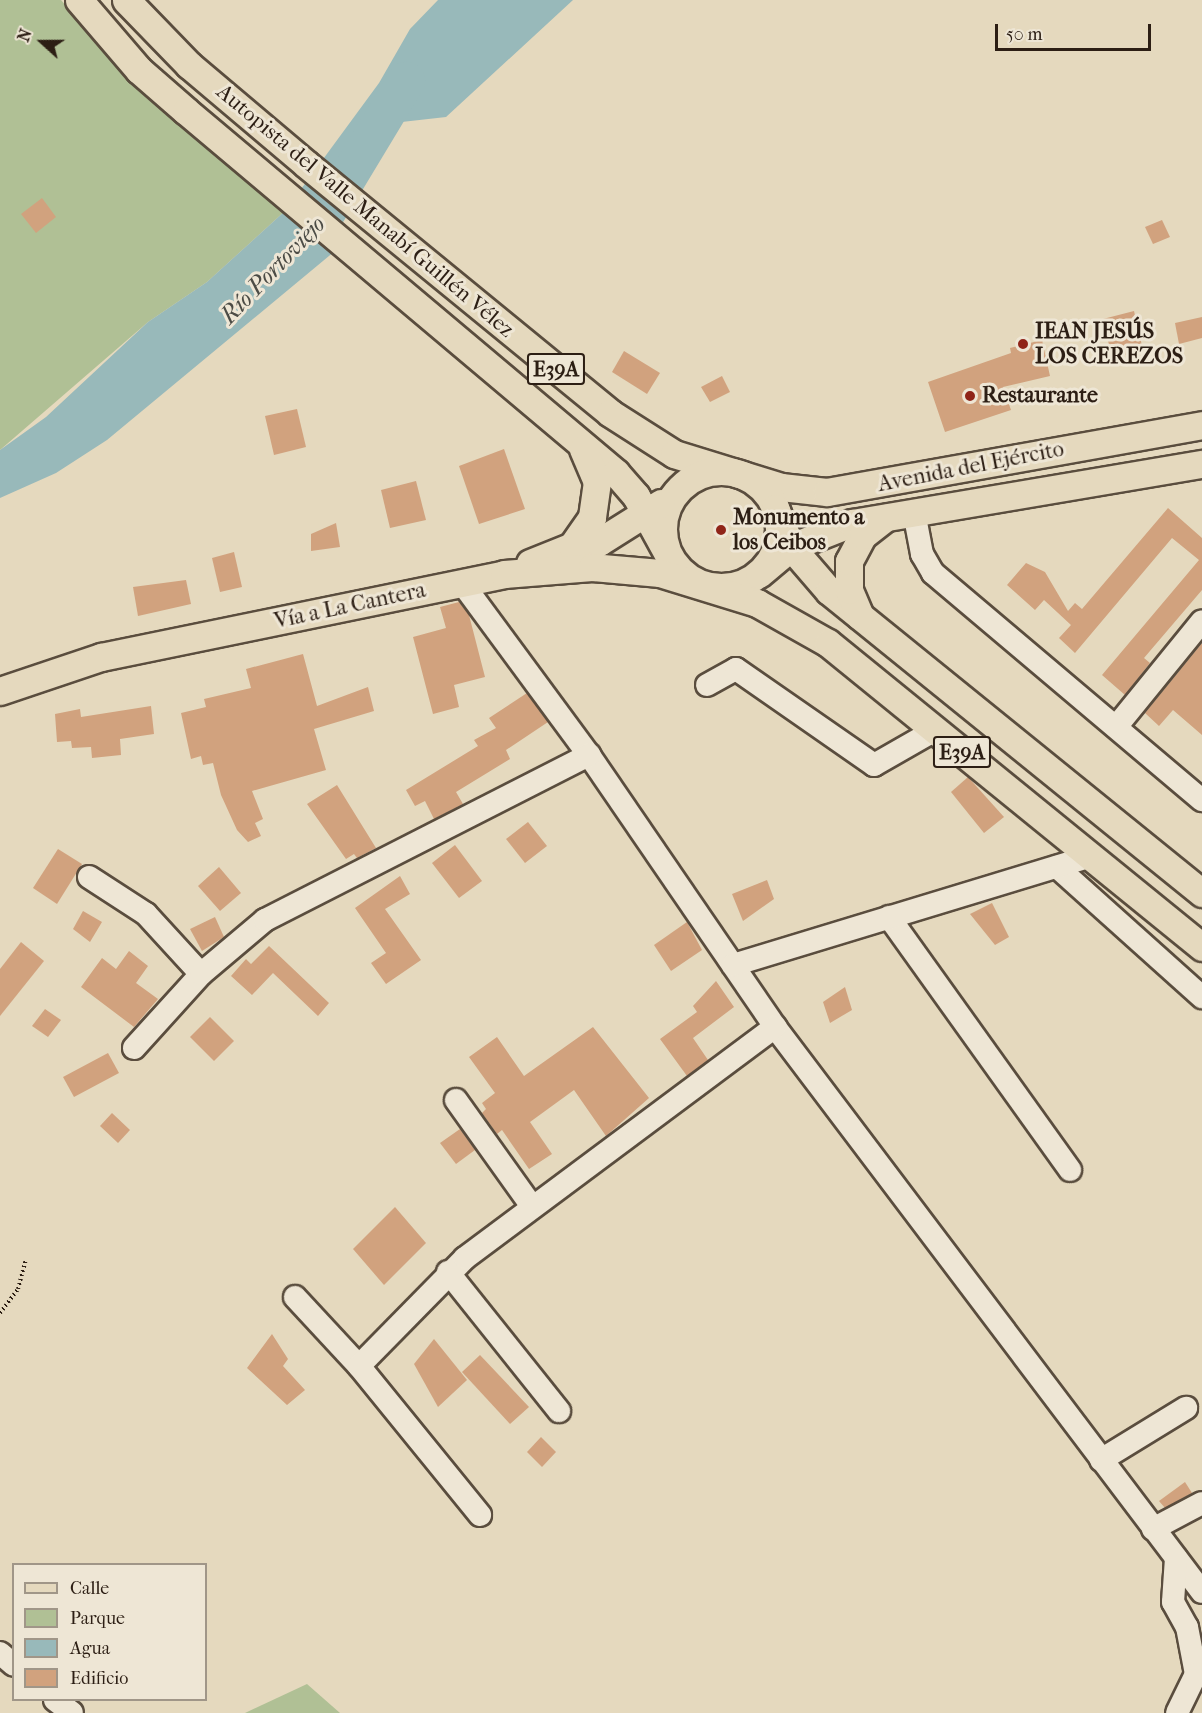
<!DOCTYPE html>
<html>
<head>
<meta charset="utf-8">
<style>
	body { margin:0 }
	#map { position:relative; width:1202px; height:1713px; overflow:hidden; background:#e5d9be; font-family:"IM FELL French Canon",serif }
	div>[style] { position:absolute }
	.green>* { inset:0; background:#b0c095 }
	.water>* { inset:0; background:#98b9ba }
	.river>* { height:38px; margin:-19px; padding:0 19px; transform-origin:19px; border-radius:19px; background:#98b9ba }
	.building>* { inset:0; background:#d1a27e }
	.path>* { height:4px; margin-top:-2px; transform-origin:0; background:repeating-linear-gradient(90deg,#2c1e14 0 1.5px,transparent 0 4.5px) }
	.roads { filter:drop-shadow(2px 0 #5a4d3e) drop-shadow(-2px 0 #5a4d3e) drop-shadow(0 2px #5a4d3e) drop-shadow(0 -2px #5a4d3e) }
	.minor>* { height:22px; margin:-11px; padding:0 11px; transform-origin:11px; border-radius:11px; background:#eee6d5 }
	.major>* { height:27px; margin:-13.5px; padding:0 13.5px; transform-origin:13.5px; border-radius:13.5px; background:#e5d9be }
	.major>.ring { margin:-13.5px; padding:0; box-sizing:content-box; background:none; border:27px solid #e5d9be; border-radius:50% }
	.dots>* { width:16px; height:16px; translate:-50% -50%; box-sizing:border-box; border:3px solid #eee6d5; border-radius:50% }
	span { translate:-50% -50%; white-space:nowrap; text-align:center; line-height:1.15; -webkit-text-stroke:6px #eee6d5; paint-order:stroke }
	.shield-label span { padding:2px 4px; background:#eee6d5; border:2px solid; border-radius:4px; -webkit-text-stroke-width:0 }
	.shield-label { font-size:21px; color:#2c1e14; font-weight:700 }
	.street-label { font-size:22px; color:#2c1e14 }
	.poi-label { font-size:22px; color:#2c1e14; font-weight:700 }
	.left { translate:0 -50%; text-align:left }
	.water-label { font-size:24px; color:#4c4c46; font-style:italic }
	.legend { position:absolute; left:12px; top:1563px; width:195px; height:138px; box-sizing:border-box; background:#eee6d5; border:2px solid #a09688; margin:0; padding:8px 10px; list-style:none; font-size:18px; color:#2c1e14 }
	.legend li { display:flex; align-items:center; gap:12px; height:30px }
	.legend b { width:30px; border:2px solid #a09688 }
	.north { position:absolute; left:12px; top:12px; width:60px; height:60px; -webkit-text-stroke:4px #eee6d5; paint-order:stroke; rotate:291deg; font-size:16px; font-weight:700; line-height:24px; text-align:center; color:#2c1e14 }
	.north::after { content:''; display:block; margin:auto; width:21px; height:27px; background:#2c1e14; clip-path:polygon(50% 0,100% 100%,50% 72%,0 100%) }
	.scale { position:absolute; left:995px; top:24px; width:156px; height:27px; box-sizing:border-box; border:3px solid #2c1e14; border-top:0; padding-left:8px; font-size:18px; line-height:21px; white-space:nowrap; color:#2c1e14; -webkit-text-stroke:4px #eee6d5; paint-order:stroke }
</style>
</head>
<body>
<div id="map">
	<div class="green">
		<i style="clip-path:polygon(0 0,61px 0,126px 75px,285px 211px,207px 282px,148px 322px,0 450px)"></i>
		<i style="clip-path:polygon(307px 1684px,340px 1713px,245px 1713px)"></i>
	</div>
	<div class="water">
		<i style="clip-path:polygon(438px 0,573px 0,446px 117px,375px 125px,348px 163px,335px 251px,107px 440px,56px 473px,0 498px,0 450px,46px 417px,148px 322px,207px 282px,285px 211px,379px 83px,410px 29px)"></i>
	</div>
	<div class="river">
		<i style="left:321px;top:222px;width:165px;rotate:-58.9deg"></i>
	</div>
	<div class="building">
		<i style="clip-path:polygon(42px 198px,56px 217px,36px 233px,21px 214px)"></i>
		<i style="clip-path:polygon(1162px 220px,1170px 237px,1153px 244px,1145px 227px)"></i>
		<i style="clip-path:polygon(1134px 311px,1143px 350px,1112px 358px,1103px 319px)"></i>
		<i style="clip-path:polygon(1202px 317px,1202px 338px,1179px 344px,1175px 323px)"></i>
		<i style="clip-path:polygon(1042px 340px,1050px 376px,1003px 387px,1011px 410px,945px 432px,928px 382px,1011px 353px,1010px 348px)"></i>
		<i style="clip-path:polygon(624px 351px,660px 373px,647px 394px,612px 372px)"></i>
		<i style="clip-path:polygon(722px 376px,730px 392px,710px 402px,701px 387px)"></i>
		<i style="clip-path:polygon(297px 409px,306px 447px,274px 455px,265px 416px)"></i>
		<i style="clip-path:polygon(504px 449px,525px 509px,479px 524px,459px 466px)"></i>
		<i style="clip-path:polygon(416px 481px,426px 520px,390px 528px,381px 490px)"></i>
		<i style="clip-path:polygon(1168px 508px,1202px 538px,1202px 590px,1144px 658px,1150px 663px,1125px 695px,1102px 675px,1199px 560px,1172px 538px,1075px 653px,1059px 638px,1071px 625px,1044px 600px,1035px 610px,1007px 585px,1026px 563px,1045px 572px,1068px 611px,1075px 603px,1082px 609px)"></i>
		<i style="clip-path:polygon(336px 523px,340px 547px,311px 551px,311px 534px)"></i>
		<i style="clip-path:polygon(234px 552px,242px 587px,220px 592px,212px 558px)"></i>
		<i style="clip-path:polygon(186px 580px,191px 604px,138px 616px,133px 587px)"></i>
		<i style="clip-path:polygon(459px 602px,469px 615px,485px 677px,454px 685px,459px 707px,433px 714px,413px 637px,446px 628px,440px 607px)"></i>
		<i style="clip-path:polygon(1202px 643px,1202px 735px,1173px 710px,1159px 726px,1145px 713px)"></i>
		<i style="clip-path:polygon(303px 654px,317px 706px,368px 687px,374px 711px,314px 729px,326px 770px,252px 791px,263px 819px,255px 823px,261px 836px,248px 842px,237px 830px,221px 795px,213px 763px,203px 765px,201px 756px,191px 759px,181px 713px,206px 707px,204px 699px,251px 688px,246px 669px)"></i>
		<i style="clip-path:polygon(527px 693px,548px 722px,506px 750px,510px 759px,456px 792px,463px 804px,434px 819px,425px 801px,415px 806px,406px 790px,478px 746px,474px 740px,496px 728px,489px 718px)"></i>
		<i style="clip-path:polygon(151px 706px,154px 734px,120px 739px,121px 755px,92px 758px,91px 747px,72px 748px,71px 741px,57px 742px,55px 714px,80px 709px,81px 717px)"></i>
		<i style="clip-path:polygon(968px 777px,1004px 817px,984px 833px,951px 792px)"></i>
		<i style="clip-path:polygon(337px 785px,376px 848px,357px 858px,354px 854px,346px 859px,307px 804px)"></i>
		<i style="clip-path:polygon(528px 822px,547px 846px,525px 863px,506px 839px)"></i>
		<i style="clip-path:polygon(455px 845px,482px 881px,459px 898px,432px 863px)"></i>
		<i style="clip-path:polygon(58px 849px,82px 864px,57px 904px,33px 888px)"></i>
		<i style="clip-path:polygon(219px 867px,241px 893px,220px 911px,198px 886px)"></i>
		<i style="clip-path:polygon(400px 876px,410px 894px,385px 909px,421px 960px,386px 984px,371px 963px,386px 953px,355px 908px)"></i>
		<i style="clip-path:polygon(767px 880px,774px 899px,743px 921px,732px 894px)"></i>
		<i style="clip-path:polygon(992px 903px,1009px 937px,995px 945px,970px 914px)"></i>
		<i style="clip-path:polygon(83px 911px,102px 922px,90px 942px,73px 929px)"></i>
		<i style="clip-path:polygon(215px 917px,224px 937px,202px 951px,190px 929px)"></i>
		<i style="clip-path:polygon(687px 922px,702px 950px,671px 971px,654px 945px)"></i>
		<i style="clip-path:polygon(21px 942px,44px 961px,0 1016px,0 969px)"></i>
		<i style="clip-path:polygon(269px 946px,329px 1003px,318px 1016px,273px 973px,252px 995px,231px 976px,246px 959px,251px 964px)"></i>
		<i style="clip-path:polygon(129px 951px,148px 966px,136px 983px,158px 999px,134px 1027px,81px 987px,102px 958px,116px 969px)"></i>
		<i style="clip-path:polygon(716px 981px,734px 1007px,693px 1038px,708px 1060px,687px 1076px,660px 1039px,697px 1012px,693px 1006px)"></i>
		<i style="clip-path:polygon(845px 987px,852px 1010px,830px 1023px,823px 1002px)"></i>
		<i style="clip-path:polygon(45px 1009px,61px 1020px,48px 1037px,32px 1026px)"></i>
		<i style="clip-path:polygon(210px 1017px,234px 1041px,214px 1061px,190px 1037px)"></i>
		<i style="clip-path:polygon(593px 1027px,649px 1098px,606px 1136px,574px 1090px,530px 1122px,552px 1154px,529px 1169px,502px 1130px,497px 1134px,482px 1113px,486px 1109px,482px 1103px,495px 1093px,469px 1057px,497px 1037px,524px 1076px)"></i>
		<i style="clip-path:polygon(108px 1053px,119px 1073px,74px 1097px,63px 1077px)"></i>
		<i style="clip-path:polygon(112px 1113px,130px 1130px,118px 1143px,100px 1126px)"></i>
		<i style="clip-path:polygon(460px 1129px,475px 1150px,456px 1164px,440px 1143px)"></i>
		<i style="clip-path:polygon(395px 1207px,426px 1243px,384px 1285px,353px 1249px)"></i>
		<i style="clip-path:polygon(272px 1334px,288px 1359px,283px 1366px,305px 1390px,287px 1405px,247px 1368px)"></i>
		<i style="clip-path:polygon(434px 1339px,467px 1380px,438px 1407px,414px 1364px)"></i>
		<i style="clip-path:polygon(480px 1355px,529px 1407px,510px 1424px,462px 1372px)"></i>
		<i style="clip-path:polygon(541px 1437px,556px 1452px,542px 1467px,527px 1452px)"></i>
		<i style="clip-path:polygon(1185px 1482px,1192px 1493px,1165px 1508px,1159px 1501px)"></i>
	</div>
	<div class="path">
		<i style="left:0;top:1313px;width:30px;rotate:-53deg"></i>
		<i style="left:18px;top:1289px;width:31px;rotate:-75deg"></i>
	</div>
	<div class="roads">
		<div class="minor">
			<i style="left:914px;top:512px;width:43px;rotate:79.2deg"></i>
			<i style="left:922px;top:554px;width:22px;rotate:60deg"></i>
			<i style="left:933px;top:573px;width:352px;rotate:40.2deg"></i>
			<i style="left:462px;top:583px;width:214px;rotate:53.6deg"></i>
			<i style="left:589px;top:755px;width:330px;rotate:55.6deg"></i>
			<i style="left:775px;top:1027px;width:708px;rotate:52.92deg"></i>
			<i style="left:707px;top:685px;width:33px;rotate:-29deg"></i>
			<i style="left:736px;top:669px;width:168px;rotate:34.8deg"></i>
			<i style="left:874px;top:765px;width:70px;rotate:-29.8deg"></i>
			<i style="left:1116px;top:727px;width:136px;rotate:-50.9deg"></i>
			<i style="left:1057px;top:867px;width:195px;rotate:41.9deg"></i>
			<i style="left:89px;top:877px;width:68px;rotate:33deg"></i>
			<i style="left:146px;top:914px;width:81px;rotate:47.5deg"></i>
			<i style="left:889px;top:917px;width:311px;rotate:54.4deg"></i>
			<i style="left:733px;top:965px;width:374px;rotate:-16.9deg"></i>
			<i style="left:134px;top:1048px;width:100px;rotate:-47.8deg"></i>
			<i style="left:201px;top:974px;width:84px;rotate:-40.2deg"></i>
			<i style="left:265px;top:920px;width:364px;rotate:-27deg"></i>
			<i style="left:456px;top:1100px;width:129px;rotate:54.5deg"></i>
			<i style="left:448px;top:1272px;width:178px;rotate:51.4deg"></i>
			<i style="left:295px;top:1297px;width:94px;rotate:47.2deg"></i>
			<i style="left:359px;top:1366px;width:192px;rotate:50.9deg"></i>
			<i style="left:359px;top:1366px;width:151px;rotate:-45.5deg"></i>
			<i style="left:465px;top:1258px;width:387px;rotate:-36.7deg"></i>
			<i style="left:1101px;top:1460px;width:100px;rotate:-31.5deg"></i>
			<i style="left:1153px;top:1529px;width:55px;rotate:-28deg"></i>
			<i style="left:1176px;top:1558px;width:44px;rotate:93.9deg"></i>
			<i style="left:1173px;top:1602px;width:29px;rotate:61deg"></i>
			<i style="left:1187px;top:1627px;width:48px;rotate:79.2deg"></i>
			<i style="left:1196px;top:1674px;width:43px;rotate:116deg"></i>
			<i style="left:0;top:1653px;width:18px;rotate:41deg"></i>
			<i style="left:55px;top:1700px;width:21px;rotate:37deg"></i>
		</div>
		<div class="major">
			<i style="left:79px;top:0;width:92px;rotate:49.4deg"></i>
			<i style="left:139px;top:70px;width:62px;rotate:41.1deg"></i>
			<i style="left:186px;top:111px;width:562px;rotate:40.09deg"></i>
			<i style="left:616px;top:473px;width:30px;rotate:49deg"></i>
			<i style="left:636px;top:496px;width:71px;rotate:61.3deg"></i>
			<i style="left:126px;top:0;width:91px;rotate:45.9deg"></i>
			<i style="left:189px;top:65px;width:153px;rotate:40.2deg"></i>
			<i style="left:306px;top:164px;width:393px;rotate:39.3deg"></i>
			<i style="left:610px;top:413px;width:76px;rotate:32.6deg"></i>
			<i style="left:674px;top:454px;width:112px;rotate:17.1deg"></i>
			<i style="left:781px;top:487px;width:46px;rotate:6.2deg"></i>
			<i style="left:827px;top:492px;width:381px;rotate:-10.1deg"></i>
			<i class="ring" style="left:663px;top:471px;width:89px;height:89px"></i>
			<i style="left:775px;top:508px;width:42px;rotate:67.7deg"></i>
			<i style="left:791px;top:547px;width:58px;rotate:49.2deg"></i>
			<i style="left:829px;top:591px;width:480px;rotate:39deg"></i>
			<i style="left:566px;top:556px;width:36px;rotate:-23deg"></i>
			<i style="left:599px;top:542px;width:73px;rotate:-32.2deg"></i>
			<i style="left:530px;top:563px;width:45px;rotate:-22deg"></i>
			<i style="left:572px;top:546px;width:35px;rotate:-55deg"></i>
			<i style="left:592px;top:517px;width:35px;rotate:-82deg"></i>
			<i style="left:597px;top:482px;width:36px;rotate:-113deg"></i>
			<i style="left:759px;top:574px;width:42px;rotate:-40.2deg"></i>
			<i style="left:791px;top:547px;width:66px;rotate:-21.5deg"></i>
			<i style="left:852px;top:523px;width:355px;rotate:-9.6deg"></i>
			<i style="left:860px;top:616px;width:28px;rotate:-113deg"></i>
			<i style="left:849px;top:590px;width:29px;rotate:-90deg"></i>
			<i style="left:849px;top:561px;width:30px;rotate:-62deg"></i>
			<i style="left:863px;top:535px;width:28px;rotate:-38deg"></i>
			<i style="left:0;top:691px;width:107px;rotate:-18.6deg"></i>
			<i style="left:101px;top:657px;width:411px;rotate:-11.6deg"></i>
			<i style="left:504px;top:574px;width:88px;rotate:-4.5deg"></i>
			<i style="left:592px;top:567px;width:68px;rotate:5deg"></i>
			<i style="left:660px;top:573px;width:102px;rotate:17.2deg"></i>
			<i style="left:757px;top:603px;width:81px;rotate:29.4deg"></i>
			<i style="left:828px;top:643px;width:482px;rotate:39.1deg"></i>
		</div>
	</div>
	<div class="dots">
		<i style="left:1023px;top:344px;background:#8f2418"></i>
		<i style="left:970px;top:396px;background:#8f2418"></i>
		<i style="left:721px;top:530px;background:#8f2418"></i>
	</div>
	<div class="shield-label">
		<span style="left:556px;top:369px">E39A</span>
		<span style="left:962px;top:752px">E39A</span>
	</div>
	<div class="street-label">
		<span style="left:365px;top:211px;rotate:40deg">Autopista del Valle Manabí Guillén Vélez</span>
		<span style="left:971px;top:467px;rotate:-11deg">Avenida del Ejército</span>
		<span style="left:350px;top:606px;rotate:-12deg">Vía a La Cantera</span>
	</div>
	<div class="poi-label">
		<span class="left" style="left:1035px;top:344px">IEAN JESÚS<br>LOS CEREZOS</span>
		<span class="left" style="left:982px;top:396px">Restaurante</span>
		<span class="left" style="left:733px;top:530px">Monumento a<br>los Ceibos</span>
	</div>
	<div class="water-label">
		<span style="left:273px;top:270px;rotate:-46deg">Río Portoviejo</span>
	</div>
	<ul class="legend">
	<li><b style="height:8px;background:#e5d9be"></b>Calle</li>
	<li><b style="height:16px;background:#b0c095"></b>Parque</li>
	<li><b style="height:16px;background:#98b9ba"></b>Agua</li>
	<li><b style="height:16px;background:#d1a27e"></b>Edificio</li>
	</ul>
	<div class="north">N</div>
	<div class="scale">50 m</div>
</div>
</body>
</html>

==================================================

■ About this task
From the entries above, give again exactly the lines running from the line with "filter:drop-shadow(2px 0 #5a4d3e)" to the line with "position:absolute; left:12px; top:12px;"; include both of those lines.

■ Exercise output
	.roads { filter:drop-shadow(2px 0 #5a4d3e) drop-shadow(-2px 0 #5a4d3e) drop-shadow(0 2px #5a4d3e) drop-shadow(0 -2px #5a4d3e) }
	.minor>* { height:22px; margin:-11px; padding:0 11px; transform-origin:11px; border-radius:11px; background:#eee6d5 }
	.major>* { height:27px; margin:-13.5px; padding:0 13.5px; transform-origin:13.5px; border-radius:13.5px; background:#e5d9be }
	.major>.ring { margin:-13.5px; padding:0; box-sizing:content-box; background:none; border:27px solid #e5d9be; border-radius:50% }
	.dots>* { width:16px; height:16px; translate:-50% -50%; box-sizing:border-box; border:3px solid #eee6d5; border-radius:50% }
	span { translate:-50% -50%; white-space:nowrap; text-align:center; line-height:1.15; -webkit-text-stroke:6px #eee6d5; paint-order:stroke }
	.shield-label span { padding:2px 4px; background:#eee6d5; border:2px solid; border-radius:4px; -webkit-text-stroke-width:0 }
	.shield-label { font-size:21px; color:#2c1e14; font-weight:700 }
	.street-label { font-size:22px; color:#2c1e14 }
	.poi-label { font-size:22px; color:#2c1e14; font-weight:700 }
	.left { translate:0 -50%; text-align:left }
	.water-label { font-size:24px; color:#4c4c46; font-style:italic }
	.legend { position:absolute; left:12px; top:1563px; width:195px; height:138px; box-sizing:border-box; background:#eee6d5; border:2px solid #a09688; margin:0; padding:8px 10px; list-style:none; font-size:18px; color:#2c1e14 }
	.legend li { display:flex; align-items:center; gap:12px; height:30px }
	.legend b { width:30px; border:2px solid #a09688 }
	.north { position:absolute; left:12px; top:12px; width:60px; height:60px; -webkit-text-stroke:4px #eee6d5; paint-order:stroke; rotate:291deg; font-size:16px; font-weight:700; line-height:24px; text-align:center; color:#2c1e14 }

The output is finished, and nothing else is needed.